**Exercise instructions**
Your task is to copy the lines of the data below from the line holding "161px,971px 226px,922px 270px,874px" through the line holding "578px,91px 634px,75px 649px,25px", inclusive, exactly and with nothing added.

Saved data entries:

■ ■ ■

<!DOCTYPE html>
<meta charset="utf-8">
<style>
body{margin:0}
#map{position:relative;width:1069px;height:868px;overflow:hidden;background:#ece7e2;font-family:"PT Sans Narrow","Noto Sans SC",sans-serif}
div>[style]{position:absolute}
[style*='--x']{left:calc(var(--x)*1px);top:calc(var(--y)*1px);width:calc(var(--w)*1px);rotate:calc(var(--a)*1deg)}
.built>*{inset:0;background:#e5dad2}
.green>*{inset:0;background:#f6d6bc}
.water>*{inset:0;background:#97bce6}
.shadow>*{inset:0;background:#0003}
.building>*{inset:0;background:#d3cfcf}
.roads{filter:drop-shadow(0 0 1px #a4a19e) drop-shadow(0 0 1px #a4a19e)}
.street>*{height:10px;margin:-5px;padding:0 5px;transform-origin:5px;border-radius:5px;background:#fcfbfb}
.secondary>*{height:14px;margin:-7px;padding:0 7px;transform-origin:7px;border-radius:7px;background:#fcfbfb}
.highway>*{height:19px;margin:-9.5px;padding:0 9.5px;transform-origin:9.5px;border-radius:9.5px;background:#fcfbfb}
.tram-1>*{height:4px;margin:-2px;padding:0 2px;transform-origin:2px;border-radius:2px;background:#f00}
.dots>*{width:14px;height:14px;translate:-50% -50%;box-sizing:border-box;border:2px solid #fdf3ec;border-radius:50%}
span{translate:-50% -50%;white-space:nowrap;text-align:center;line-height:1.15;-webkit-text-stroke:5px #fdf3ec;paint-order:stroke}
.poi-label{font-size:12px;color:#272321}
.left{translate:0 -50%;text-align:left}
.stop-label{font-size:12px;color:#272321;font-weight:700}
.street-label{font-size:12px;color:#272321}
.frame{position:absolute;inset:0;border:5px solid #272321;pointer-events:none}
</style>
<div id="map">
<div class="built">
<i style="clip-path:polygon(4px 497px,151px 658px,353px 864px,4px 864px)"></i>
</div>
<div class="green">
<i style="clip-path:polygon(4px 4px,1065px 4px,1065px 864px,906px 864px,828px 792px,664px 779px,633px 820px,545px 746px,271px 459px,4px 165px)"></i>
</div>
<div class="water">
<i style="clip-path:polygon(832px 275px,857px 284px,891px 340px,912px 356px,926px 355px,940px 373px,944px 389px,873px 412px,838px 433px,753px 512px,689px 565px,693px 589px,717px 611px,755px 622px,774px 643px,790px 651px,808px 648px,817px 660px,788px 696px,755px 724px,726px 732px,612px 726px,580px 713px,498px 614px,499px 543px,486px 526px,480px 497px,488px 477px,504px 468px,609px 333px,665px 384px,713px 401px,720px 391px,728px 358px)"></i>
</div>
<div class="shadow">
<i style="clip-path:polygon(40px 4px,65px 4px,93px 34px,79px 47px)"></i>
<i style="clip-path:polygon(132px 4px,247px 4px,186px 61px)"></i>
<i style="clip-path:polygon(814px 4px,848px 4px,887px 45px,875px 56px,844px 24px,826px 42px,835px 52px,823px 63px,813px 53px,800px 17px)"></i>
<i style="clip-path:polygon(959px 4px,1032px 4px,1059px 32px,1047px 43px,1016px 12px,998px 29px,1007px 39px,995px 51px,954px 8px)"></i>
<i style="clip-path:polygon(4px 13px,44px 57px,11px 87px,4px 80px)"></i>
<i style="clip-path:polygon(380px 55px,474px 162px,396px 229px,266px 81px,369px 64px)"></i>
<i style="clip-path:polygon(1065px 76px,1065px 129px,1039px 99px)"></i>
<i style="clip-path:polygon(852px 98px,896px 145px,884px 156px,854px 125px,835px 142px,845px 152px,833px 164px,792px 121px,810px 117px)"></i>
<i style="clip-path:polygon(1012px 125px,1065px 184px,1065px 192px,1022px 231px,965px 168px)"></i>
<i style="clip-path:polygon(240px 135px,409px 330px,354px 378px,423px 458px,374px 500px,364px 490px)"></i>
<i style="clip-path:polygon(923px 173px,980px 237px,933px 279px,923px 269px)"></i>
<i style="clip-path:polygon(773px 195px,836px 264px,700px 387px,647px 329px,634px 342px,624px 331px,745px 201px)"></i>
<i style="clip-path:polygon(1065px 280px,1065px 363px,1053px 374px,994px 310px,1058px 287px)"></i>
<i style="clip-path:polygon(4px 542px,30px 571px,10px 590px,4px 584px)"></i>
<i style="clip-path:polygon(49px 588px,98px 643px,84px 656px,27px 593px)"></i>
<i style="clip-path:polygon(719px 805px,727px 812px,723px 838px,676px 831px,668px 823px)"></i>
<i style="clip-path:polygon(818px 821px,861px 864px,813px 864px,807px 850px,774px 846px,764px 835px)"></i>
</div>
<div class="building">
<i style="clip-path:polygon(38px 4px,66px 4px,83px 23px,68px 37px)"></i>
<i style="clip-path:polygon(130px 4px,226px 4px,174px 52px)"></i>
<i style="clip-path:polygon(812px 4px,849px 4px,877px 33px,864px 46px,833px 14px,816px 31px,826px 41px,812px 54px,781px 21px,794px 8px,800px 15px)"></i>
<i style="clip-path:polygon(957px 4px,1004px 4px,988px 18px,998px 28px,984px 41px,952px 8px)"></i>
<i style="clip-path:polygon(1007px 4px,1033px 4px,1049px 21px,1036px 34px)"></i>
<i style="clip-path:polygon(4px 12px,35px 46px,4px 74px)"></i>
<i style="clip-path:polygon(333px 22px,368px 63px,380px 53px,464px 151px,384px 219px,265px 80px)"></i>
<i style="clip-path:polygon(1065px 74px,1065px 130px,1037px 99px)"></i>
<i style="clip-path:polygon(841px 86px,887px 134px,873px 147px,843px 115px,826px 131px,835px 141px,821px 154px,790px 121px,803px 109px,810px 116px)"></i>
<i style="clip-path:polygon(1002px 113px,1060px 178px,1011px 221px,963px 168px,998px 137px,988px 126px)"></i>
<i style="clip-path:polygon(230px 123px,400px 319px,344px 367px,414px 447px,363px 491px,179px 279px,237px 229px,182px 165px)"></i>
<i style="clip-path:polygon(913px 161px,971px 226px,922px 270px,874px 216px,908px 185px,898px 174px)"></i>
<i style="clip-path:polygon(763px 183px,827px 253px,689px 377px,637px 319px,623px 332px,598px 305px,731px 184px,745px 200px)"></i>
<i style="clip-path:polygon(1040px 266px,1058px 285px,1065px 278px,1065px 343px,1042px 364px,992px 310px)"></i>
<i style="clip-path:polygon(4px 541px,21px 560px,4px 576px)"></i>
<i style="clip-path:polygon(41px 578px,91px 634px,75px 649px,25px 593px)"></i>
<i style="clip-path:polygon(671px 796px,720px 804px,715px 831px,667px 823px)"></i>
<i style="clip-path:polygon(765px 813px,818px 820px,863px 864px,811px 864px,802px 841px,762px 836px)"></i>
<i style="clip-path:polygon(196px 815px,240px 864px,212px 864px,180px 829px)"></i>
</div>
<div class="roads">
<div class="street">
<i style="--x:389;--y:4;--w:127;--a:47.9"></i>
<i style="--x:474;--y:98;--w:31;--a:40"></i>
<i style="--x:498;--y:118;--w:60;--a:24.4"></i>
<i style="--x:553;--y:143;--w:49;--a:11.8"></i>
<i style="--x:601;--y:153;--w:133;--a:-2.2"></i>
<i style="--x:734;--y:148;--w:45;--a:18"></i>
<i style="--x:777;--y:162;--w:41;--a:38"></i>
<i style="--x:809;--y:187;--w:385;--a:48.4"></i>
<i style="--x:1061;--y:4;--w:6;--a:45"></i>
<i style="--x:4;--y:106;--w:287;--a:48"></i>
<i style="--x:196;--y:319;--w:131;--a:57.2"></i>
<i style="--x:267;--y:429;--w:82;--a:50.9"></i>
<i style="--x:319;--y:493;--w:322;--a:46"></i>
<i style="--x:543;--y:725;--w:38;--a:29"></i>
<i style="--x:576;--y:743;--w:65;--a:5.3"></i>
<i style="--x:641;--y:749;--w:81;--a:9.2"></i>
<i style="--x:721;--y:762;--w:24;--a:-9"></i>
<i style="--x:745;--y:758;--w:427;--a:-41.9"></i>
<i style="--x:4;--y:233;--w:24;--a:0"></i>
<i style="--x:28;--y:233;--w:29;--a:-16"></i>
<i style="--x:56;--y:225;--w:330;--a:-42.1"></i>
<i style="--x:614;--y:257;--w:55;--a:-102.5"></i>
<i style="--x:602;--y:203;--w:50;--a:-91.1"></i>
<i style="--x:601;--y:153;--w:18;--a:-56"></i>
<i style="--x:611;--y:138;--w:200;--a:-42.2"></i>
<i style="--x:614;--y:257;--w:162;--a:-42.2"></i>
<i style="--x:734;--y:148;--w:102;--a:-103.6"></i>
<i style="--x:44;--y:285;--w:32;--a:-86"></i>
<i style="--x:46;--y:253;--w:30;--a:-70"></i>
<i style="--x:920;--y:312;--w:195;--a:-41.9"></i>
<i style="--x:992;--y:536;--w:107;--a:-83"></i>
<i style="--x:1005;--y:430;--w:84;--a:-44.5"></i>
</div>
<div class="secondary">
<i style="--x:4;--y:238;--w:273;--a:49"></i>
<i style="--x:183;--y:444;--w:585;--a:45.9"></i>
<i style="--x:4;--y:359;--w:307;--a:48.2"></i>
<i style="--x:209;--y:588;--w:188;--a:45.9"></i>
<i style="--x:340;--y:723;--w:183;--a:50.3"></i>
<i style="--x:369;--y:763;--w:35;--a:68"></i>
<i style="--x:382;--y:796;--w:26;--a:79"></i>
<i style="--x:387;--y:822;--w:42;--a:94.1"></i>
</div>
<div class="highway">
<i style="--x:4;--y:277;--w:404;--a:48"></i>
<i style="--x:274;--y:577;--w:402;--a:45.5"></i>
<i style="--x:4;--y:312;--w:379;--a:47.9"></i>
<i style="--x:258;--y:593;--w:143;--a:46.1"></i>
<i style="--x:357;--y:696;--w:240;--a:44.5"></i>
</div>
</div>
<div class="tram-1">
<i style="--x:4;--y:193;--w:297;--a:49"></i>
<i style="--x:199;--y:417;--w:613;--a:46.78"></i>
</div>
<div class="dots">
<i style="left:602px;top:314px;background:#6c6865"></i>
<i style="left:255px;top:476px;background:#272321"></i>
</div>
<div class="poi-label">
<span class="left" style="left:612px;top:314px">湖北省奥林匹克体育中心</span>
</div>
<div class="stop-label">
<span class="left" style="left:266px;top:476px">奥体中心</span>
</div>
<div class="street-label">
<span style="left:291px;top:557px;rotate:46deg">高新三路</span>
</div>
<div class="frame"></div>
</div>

■ ■ ■

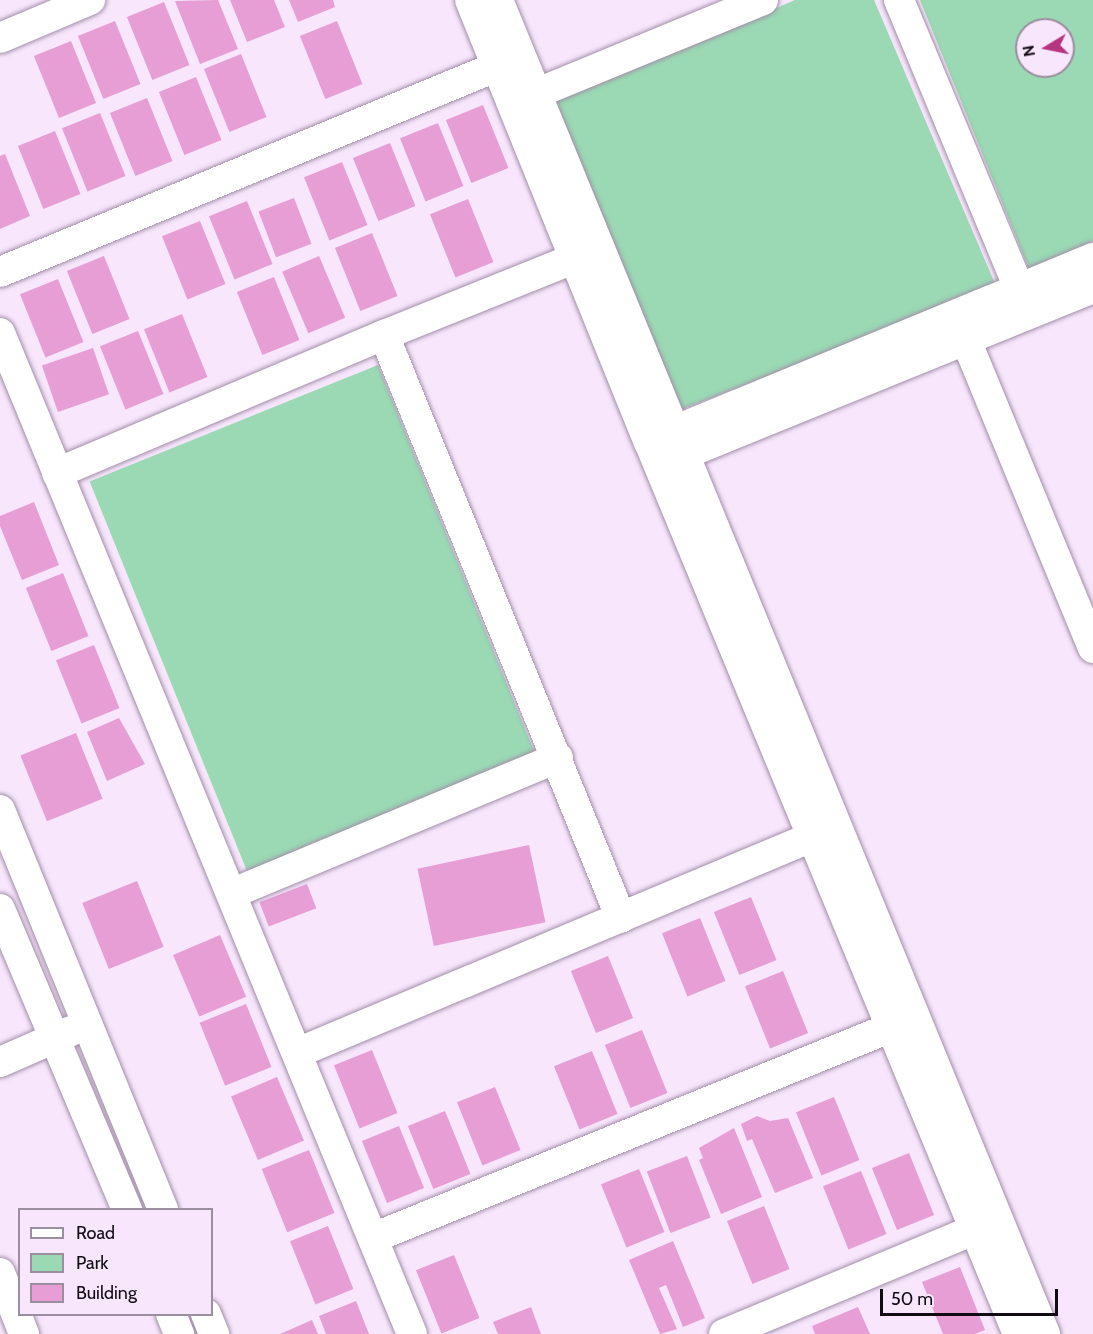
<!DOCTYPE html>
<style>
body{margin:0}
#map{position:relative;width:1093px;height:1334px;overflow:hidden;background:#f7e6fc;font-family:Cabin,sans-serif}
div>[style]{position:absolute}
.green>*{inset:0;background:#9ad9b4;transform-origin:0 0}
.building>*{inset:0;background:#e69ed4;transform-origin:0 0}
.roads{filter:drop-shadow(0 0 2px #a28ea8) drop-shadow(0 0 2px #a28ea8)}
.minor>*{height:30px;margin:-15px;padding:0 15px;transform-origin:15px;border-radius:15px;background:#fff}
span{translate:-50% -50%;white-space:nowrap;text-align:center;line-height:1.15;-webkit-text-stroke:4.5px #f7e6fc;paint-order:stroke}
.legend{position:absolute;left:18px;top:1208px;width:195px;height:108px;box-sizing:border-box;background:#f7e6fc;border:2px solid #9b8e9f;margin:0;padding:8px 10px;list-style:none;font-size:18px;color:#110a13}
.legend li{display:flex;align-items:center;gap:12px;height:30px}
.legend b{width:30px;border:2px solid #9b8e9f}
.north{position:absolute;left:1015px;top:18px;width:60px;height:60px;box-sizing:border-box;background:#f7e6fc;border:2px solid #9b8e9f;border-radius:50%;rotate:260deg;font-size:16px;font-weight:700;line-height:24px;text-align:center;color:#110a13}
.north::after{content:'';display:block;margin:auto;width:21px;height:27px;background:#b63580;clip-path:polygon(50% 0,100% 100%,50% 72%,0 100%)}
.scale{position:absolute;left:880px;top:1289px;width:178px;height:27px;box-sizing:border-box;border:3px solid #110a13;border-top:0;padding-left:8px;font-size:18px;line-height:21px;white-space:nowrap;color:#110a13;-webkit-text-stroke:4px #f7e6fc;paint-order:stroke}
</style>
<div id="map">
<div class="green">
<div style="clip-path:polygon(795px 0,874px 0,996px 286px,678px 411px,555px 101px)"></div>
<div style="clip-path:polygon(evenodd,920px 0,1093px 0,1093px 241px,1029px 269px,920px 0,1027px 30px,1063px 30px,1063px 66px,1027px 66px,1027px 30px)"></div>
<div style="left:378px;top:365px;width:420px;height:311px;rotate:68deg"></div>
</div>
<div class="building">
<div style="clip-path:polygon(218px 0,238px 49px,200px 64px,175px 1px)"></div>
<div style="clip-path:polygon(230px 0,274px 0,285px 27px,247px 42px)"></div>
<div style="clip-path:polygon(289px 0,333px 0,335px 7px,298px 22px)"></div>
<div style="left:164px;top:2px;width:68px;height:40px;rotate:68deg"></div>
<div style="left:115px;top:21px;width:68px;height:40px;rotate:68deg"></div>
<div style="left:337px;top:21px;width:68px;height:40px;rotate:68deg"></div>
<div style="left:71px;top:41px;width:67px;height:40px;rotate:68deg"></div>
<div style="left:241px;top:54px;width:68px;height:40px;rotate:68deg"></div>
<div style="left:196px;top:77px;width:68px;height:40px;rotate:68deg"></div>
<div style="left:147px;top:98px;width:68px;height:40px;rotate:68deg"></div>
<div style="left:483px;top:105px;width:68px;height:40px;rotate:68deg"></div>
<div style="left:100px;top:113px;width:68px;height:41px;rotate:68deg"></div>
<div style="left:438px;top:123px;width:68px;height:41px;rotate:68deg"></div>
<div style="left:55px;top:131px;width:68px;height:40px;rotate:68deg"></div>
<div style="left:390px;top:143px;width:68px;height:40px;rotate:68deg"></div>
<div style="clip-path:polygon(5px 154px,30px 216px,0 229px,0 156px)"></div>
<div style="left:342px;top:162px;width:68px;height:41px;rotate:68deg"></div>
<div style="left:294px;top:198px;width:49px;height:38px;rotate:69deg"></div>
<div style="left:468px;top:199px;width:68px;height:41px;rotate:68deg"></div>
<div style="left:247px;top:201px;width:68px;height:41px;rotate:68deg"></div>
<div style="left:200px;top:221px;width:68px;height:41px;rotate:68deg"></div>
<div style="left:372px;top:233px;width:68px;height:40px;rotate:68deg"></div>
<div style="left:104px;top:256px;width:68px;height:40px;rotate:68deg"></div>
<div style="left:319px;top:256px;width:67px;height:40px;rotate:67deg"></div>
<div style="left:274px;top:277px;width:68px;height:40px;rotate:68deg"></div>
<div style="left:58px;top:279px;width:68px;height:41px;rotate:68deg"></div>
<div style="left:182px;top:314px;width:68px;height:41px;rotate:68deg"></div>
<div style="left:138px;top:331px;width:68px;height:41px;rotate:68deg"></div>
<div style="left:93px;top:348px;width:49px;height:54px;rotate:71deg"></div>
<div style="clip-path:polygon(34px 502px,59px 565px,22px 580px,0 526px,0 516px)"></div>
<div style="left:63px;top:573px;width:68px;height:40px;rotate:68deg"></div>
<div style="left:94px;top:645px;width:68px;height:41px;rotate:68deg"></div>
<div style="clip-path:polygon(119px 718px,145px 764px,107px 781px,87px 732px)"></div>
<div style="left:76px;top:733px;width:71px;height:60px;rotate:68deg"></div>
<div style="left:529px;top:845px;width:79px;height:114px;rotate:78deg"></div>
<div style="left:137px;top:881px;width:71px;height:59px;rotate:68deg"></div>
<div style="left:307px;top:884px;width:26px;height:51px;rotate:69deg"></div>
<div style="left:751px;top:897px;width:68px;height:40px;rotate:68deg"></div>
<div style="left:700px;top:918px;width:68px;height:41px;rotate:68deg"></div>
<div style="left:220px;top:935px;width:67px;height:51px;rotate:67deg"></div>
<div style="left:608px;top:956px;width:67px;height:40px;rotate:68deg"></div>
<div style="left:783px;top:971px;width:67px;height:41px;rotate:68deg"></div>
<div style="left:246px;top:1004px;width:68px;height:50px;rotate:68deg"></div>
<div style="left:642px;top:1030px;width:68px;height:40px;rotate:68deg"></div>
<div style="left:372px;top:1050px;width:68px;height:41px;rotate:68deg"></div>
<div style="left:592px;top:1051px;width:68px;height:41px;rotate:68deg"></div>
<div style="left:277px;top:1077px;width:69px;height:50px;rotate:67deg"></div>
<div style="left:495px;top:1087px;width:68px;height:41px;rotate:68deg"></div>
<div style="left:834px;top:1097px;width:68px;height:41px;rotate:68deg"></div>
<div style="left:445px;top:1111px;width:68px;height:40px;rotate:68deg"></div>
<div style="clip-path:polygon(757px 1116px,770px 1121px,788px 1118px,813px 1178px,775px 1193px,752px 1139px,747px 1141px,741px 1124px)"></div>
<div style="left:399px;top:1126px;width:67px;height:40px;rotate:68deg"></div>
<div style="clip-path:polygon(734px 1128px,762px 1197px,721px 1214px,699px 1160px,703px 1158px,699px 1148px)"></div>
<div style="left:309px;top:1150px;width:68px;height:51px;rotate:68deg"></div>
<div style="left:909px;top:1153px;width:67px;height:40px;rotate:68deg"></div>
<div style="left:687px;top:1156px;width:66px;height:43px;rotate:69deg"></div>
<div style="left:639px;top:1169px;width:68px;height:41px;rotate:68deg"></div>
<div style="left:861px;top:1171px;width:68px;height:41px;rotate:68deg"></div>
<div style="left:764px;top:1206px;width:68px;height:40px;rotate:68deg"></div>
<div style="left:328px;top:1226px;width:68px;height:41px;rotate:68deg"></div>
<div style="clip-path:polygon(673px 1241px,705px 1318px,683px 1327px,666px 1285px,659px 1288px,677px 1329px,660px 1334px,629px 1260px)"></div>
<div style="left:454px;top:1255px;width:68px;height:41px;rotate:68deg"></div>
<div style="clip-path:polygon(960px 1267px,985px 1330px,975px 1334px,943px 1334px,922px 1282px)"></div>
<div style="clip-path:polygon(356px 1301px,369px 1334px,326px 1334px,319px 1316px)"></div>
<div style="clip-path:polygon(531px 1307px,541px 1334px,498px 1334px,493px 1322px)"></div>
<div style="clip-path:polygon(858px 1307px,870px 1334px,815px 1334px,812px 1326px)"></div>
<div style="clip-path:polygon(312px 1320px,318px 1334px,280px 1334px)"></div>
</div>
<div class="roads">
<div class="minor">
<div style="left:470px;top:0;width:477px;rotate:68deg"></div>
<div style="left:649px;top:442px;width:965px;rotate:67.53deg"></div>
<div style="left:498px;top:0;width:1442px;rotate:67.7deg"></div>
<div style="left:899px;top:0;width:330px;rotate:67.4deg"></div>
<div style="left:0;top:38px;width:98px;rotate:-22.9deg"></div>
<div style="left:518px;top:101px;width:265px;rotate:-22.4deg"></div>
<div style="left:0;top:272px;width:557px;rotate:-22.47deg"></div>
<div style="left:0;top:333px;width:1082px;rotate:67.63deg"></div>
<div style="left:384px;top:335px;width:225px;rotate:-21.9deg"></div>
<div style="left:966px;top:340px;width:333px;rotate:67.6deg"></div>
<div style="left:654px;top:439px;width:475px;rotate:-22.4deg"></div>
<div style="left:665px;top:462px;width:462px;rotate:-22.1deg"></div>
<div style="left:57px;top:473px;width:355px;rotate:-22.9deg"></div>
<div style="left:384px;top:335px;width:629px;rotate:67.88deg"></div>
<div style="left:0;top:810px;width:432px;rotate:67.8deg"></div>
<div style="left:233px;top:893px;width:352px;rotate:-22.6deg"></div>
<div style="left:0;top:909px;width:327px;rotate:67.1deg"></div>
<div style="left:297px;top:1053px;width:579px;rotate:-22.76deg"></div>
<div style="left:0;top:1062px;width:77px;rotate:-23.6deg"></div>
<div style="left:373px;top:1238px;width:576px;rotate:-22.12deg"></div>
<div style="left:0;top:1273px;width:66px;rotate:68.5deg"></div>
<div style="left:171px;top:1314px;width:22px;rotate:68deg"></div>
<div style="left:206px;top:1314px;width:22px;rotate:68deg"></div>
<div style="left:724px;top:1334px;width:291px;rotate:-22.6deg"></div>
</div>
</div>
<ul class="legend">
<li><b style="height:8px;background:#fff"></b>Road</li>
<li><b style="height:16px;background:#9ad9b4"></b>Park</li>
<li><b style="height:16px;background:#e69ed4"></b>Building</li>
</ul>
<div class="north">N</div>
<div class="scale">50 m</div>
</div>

■ ■ ■

**Completed exercise**
<i style="clip-path:polygon(913px 161px,971px 226px,922px 270px,874px 216px,908px 185px,898px 174px)"></i>
<i style="clip-path:polygon(763px 183px,827px 253px,689px 377px,637px 319px,623px 332px,598px 305px,731px 184px,745px 200px)"></i>
<i style="clip-path:polygon(1040px 266px,1058px 285px,1065px 278px,1065px 343px,1042px 364px,992px 310px)"></i>
<i style="clip-path:polygon(4px 541px,21px 560px,4px 576px)"></i>
<i style="clip-path:polygon(41px 578px,91px 634px,75px 649px,25px 593px)"></i>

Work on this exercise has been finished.